Neste começo de inverno, por exemplo, o concubinato dos deputados e traficantes do Rio disputa espaço no noticiário com a quadrilha de doutores e excelências chefiada por Daniel Dantas, que pousou nas manchetes outro dia. Pois quando a primavera vier outros vilões terão transformado em lembranças remotas os parlamentares homicidas, os ditadores das favelas, até mesmo o primeiro escroque internacional fabricado aqui.
Além de curta, impaciente, leviana, a memória nacional é pouco espaçosa: só cabe um escândalo por vez. Foi por isso que durou meia dúzia de fotos na primeira página a passagem do ex-banqueiro Salvatore Cacciola pelo noticiário dominado por Dantas e seus comparsas.
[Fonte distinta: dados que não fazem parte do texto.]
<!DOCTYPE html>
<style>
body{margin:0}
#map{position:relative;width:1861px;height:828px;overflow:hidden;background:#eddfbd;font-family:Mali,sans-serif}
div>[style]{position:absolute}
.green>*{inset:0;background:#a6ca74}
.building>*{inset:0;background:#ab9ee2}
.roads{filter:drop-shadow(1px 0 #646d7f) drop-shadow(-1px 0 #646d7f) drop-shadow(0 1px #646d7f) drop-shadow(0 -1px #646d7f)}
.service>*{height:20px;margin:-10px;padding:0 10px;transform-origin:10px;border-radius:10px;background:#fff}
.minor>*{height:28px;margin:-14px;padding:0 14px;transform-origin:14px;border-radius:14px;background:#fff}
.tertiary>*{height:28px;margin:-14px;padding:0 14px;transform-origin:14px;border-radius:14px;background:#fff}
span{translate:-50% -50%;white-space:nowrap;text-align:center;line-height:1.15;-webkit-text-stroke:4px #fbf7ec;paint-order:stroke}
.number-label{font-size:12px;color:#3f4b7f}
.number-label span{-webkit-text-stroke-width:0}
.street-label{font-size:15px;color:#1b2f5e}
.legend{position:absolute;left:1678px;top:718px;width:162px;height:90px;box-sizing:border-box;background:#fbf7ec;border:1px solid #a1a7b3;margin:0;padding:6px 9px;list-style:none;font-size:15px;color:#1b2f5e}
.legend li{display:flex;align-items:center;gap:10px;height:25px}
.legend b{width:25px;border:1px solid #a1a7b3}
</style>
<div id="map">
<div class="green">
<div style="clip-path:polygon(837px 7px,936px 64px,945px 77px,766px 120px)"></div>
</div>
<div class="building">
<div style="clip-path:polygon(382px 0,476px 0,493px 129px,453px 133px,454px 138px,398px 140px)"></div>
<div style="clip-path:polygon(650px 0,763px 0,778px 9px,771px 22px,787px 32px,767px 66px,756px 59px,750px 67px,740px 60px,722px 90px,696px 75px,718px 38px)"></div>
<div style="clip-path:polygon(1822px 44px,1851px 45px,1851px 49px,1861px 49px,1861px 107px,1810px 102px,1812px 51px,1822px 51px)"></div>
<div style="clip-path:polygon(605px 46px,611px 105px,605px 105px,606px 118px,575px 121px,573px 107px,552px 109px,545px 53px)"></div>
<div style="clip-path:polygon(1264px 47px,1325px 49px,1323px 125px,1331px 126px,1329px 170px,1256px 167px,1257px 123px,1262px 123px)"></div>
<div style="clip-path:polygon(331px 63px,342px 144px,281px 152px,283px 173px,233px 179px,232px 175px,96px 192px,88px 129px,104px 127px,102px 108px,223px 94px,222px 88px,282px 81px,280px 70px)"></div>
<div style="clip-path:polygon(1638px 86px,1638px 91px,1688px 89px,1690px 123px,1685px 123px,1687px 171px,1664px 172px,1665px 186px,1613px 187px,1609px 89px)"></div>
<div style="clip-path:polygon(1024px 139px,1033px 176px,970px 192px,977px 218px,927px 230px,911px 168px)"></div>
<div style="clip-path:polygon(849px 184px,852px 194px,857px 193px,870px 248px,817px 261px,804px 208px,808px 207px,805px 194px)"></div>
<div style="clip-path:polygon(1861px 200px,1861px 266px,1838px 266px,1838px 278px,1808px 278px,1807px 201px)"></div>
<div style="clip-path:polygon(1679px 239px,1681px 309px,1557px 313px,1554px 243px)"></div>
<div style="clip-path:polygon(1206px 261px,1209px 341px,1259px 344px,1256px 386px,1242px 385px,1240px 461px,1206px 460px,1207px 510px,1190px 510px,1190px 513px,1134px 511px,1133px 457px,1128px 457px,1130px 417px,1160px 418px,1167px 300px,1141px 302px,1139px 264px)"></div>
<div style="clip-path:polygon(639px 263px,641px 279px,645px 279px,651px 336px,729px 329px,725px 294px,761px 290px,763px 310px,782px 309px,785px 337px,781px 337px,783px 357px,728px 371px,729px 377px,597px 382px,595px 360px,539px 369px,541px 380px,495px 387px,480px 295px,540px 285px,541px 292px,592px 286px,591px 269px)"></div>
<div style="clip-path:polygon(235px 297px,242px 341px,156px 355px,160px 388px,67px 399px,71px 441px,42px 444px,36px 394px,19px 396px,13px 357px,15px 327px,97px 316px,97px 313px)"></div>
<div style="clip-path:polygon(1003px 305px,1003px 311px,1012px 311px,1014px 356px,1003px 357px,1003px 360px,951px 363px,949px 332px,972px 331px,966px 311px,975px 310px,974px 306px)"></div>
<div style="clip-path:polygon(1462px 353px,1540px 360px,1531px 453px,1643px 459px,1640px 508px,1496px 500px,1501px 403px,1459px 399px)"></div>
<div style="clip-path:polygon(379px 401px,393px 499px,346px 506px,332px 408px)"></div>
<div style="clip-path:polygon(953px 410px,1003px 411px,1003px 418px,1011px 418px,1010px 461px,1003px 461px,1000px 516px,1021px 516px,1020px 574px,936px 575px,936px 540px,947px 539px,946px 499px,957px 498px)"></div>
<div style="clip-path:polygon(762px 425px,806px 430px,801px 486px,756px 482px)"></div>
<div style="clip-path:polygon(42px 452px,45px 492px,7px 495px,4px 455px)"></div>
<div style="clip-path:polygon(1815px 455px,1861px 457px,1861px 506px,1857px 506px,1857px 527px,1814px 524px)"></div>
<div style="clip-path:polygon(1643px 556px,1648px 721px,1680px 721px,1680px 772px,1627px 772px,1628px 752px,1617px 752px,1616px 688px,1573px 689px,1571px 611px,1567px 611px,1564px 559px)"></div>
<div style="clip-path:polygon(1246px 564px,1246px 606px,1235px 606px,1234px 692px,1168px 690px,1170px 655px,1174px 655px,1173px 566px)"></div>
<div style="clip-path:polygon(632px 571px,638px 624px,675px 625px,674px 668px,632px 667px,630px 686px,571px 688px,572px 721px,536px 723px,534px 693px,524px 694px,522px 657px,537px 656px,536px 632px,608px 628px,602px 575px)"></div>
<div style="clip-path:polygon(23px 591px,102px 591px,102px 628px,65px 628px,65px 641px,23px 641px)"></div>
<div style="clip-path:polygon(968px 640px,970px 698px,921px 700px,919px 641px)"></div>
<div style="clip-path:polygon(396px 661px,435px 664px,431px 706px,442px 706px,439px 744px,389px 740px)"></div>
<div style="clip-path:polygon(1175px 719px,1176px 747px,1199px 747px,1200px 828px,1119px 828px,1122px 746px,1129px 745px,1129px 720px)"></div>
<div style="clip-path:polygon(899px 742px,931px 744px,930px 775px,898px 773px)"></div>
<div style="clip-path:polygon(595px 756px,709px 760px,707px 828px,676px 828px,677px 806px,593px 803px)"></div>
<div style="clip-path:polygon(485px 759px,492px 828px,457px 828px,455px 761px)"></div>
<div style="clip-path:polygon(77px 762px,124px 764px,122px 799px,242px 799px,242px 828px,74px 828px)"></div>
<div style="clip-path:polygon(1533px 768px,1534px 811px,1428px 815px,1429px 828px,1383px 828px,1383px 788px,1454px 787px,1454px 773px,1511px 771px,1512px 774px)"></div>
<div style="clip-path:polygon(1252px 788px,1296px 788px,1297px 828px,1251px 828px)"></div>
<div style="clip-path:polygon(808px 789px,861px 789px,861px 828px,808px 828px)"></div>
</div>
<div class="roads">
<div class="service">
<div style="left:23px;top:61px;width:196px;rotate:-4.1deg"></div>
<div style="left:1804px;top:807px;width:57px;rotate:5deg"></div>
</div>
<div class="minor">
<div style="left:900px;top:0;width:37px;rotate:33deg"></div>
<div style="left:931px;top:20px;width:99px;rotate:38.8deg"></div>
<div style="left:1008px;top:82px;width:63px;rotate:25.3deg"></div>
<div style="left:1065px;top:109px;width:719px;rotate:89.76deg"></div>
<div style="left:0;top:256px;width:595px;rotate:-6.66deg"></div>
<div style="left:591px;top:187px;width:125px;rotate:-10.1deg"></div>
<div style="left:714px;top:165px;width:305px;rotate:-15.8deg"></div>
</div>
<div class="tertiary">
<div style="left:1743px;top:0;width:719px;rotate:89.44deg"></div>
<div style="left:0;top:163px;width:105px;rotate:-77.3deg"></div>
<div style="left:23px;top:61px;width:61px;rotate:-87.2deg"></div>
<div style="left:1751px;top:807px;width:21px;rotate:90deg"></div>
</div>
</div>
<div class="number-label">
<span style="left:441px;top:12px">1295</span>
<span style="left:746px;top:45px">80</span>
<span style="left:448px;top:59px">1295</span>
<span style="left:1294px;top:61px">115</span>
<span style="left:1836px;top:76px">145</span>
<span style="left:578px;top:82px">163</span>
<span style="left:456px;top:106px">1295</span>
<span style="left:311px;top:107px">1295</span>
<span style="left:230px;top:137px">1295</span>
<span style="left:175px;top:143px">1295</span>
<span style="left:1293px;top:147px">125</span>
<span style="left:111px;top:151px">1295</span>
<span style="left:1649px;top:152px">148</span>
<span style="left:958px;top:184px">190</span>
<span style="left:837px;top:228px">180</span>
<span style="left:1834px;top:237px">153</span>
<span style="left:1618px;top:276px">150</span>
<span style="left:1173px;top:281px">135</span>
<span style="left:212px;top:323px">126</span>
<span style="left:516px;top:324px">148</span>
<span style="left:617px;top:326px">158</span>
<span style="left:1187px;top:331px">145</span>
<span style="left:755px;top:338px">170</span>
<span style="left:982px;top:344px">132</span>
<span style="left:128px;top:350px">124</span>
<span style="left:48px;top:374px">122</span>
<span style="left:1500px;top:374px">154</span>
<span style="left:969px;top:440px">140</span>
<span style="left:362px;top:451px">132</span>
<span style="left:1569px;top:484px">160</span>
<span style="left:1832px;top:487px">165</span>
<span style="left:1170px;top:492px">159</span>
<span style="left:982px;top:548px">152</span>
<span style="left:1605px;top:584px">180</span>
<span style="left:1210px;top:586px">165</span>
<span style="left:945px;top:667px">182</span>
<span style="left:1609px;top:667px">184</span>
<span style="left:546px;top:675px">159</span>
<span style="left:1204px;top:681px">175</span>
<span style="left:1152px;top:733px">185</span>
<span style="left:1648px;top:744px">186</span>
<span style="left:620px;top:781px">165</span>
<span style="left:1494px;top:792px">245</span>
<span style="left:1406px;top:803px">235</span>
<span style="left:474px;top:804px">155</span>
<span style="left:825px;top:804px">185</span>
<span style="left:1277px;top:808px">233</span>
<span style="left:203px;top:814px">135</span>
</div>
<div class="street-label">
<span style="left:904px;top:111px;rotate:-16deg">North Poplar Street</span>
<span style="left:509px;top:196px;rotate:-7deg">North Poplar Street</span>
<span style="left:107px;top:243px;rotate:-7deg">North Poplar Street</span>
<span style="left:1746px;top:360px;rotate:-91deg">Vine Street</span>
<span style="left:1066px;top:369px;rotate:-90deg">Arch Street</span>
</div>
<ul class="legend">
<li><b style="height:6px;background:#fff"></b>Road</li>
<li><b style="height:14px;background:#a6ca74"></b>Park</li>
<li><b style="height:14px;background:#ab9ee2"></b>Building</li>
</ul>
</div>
O repertório de escândalos descoberto pela Operação Satiagraha arquivou o escândalo da máfia dos fiscais, que arquivou o escândalo do casal Garotinho, que arquivou o escândalo da VarigLog, que arquivou o escândalo da Providência, que arquivou o escândalo do dossiê contra FH, que arquivou o escândalo do deputado Paulinho da Força, que arquivou o escandaloso prontuário do deputado Álvaro Lins.
Se as espantosas bandidagens do outono vão sendo esquecidas, é compreensível que pareçam ter acontecido nos tempos do Descobrimento as ocorrências do último verão. O Brasil não sabe ao certo se a Floresta Amazônica ficou maior ou menor. Não descobriu onde pasta a boiada apreendida pelo ministro Carlos Minc. Nem imagina que fim levou a tremenda operação montada pelo ministro Tarso Genro para acabar com as madeireiras clandestinas. Quer saber se já ficou pronto o terceiro aeroporto de São Paulo. E não se lembra em que desvão da memória foi enterrado um certo escândalo do mensalão.
Essas lembranças ficarão ainda mais antigas, desbotadas ou esquecidas de vez quando forem iluminados os porões em que vai tomando forma, sob o olhar bovino da nação, outra ilegalidade bilionária: a absorção da BrT pela Oi. O Brasil que esquece o escândalo que acabou de acontecer começa a esquecer previamente o escândalo que ainda nem aconteceu.